It’s never too early to plan for retirement. To be able to have a comfortable and secure retirement, it is necessary to create a financial cushion to support it. Making retirement plans means people are aiming to have the chance to relax and enjoy themselves after working hard for years.
This will require reviewing current income sources and future income options. It will also require making the necessary adjustments early so you can achieve the income you want when you retire.
Here are some ways you can manage your finances in preparation for your retirement:
Calculate Potential Retirement Income
Calculating potential retirement income gives you an idea about your disposable income when you retire. While retirement calculators are available online, an old rule of thumb is four percent of your total investments is what you can spend annually during retirement.
Also known as the four percent rule, it shows you how much you can withdraw from your retirement funds every year. The amount depends on the total investments you have when you retire. The four-percent figure reflects the interest and dividends from the investment.
But it may be necessary to make adjustments if there is a downturn in the market. This can have a significant effect on the interest you earn from your investments. Moreover, life expectancy should also be considered since the longer you live, the more funds you will need.
Knowing the potential retirement income allows you to set a target on the investments you need to make to reach the amount when you retire.
Estimate Possible Retirement Expenses
After calculating potential income, you should also estimate possible expenses when you retire. While work-related expenses like commuting and clothing will go down, you can expect medical expenses to go up.
You should also take into account where you’ll live when you retire. The cost of living in New York is not the same as the cost of living in Arizona. So, consider these potential expenses so you’ll know if you can afford to take a long vacation in Hawaii after you retire.
Diversify Investments
Knowing the potential income and expenses gives you a figure your investments should reach when you retire. Due to this, you shouldn’t put all your eggs in one basket. You should diversify your investments and aim for growth.

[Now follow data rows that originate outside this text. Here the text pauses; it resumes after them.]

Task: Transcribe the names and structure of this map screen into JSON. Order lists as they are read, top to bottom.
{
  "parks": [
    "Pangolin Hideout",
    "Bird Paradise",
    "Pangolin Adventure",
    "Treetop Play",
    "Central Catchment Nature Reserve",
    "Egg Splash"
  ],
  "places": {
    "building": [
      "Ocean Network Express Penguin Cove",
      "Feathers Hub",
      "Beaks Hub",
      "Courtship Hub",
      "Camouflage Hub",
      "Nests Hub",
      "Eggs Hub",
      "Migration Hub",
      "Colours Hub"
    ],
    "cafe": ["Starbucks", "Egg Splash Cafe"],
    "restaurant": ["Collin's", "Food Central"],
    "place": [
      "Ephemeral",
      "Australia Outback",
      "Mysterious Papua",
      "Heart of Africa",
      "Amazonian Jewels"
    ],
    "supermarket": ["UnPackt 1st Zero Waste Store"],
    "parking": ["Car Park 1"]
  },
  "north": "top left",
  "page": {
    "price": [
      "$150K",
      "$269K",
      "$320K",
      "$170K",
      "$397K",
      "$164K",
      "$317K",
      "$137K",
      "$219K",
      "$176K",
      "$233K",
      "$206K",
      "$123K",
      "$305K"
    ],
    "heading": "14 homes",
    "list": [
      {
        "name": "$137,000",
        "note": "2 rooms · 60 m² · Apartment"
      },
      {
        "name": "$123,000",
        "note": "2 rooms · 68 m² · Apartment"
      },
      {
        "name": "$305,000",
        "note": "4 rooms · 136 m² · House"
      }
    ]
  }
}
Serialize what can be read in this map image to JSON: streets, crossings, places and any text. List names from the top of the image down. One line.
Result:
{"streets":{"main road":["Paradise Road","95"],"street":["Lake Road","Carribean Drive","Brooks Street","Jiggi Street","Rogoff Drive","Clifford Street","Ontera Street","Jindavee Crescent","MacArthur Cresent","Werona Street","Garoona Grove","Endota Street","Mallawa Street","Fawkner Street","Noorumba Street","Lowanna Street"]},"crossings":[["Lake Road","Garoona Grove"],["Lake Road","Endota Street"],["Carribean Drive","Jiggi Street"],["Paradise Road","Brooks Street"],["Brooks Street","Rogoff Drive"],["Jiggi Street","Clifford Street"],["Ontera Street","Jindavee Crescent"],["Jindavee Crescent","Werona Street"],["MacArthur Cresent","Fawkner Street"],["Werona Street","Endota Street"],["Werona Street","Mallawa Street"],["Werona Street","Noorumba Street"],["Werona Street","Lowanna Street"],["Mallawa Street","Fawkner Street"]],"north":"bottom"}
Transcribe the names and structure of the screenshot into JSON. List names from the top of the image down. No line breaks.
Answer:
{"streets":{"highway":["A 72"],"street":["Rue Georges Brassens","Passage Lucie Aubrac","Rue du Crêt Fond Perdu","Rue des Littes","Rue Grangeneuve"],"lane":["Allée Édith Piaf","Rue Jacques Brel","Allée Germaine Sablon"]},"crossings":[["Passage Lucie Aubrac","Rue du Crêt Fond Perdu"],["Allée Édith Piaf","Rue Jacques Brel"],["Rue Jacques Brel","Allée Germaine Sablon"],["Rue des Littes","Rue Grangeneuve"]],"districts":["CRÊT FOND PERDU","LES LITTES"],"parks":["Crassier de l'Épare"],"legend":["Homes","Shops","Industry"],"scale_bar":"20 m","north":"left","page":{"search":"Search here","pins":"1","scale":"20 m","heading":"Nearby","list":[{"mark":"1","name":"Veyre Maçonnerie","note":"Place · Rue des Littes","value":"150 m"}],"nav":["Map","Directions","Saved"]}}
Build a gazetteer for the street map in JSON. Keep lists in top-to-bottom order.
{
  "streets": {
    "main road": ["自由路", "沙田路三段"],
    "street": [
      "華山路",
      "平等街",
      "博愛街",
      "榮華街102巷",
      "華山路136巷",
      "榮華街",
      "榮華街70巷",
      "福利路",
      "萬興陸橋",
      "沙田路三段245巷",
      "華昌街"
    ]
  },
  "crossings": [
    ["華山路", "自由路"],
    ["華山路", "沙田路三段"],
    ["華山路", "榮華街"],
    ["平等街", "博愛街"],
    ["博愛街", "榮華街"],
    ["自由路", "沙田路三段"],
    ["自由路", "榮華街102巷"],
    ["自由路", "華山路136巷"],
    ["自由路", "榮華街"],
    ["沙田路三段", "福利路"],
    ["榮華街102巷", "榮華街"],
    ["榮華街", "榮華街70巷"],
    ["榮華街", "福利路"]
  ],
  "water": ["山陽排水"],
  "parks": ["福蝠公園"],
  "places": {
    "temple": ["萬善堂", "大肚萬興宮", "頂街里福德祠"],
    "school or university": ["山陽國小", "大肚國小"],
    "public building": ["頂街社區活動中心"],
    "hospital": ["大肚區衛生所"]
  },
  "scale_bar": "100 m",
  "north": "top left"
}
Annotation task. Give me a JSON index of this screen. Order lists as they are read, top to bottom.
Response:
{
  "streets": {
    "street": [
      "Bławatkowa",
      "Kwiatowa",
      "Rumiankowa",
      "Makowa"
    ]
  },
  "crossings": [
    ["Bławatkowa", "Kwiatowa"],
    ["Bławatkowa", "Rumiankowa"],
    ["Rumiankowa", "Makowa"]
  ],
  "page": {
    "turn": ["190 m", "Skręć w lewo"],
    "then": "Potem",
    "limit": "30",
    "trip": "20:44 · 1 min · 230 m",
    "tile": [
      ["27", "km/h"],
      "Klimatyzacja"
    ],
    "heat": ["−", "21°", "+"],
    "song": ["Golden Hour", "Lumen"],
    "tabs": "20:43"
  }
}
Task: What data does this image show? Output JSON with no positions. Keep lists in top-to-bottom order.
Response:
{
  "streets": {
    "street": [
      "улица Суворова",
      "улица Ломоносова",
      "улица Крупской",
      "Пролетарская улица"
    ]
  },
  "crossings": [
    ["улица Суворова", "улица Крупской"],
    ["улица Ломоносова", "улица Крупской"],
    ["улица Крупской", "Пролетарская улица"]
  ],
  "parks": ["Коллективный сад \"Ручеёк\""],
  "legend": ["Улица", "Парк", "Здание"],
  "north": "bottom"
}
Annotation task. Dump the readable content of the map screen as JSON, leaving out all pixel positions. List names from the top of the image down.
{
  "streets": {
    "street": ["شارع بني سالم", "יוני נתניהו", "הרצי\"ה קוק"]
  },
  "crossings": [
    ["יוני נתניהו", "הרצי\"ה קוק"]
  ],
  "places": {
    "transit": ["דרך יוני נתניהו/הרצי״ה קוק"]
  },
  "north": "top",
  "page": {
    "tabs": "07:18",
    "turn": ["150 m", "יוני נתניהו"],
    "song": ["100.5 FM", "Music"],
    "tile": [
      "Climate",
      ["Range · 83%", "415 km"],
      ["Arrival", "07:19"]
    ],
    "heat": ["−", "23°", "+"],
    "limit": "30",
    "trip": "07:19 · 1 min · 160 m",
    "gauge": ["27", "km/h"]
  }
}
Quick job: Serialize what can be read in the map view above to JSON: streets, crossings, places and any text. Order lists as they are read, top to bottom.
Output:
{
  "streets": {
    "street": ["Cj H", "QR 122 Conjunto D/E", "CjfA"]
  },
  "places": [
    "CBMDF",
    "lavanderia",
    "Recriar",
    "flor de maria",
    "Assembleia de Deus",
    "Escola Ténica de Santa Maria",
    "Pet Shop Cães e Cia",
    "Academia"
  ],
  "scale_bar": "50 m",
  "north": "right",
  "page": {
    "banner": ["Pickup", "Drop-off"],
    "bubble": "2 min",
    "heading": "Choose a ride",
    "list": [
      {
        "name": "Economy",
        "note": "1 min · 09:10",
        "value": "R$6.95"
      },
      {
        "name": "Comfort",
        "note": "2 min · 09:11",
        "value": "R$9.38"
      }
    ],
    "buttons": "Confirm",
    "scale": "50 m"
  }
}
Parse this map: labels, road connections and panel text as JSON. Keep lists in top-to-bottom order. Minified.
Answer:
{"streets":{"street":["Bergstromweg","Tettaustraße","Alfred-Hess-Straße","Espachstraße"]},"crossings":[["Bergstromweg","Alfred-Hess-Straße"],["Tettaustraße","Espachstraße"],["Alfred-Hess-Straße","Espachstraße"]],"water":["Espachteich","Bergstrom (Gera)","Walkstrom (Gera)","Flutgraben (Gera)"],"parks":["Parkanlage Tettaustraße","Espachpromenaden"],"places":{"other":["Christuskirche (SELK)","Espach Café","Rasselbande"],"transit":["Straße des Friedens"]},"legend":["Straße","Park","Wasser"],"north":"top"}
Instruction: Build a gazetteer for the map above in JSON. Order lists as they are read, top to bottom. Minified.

Shying away from stocks may keep your investments safe. But if you’re aiming for growth, you should look for a good financial advisor who can help you grow your investments. It’s always better to have a good mix of bonds, stocks, mutual funds suitable for your needs and preference. Making good financial decisions require having a plan and knowing when you want to take a risk.
Fully Use Retirement Accounts
You should also take full advantage of retirement plans available through your employer. For instance, investment options for 401 (k) investment plans are available to AT&T employees. If your company offers similar options, you should take advantage of it while you can.
It will allow you to increase your investments while you’re still working. Moreover, you should also consolidate similar individual retirement accounts (IRAs) under one institution. This allows you to easily manage your investments and give you an idea of the total retirement assets you have.
Check the Retirement Location
As indicated earlier, the place where you’ll retire will have a significant effect on your expenses. So, you should choose the location carefully. Aside from the cost, you should also check if the location has good medical facilities in case you need medical care.
You may want to consider living in a small town and away from the big city to reduce expenses. Another option is living in another country. Several countries accept retiring foreign nationals and these countries offer a lower cost of living compared to their home countries.
Managing finances early gives you the chance to enjoy a comfortable life when you retire in the future.